◆ Assignment ◆
Reprint all of the data below exactly as shown and skip every image.

◆ Data supplied ◆

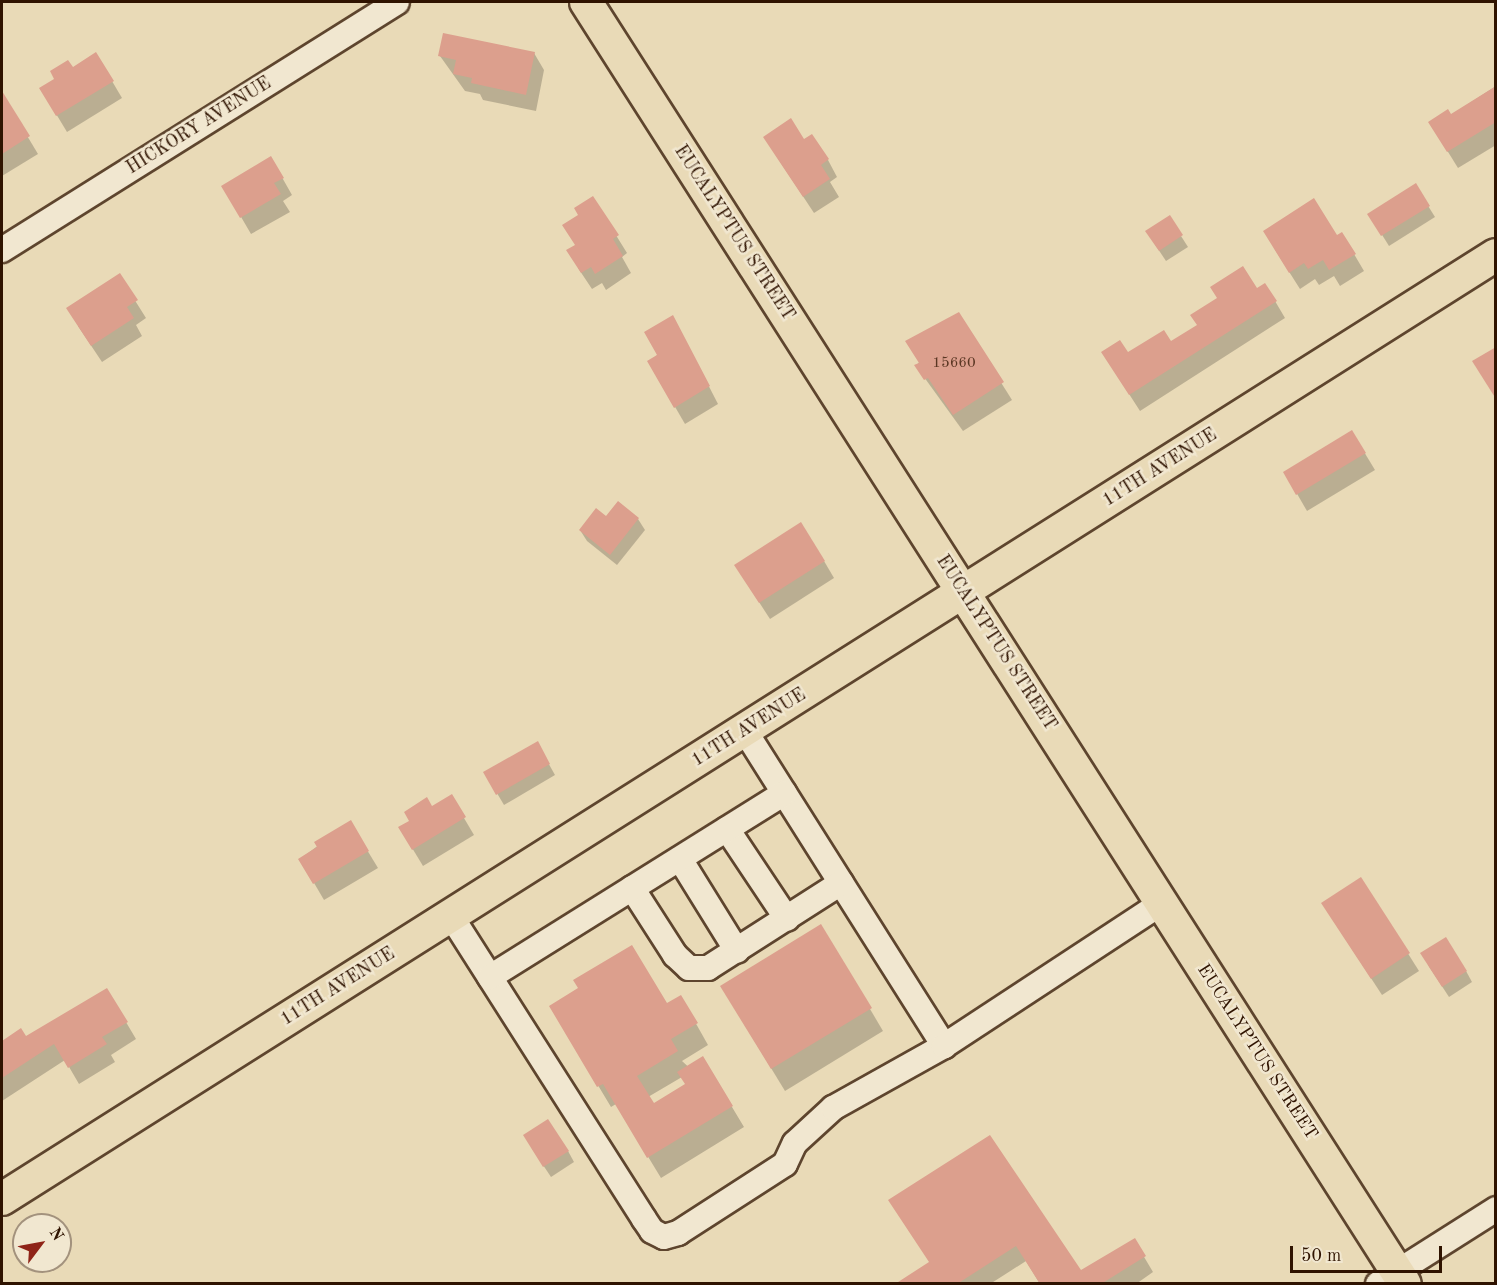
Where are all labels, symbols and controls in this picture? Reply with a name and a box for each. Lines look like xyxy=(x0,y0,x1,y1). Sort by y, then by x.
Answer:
street label: HICKORY AVENUE xyxy=(123,73,275,179)
street label: EUCALYPTUS STREET xyxy=(669,141,799,325)
house number: 15660 xyxy=(932,355,976,373)
street label: 11TH AVENUE xyxy=(1099,424,1221,512)
street label: EUCALYPTUS STREET xyxy=(931,551,1061,735)
street label: 11TH AVENUE xyxy=(688,684,810,772)
street label: 11TH AVENUE xyxy=(277,943,399,1031)
street label: EUCALYPTUS STREET xyxy=(1192,960,1322,1144)
north arrow xyxy=(12,1213,72,1273)
text: N xyxy=(46,1225,66,1244)
scale bar xyxy=(1293,1234,1444,1272)
text: 50 m xyxy=(1301,1247,1341,1265)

◆ Exercise answer ◆
Where are all labels, symbols and controls in this picture? Reply with a name and a box for each. Lines look like xyxy=(x0,y0,x1,y1). Sort by y, then by x.
Answer:
street label: HICKORY AVENUE xyxy=(123,73,275,179)
street label: EUCALYPTUS STREET xyxy=(669,141,799,325)
house number: 15660 xyxy=(932,355,976,373)
street label: 11TH AVENUE xyxy=(1099,424,1221,512)
street label: EUCALYPTUS STREET xyxy=(931,551,1061,735)
street label: 11TH AVENUE xyxy=(688,684,810,772)
street label: 11TH AVENUE xyxy=(277,943,399,1031)
street label: EUCALYPTUS STREET xyxy=(1192,960,1322,1144)
north arrow xyxy=(12,1213,72,1273)
text: N xyxy=(46,1225,66,1244)
scale bar xyxy=(1293,1234,1444,1272)
text: 50 m xyxy=(1301,1247,1341,1265)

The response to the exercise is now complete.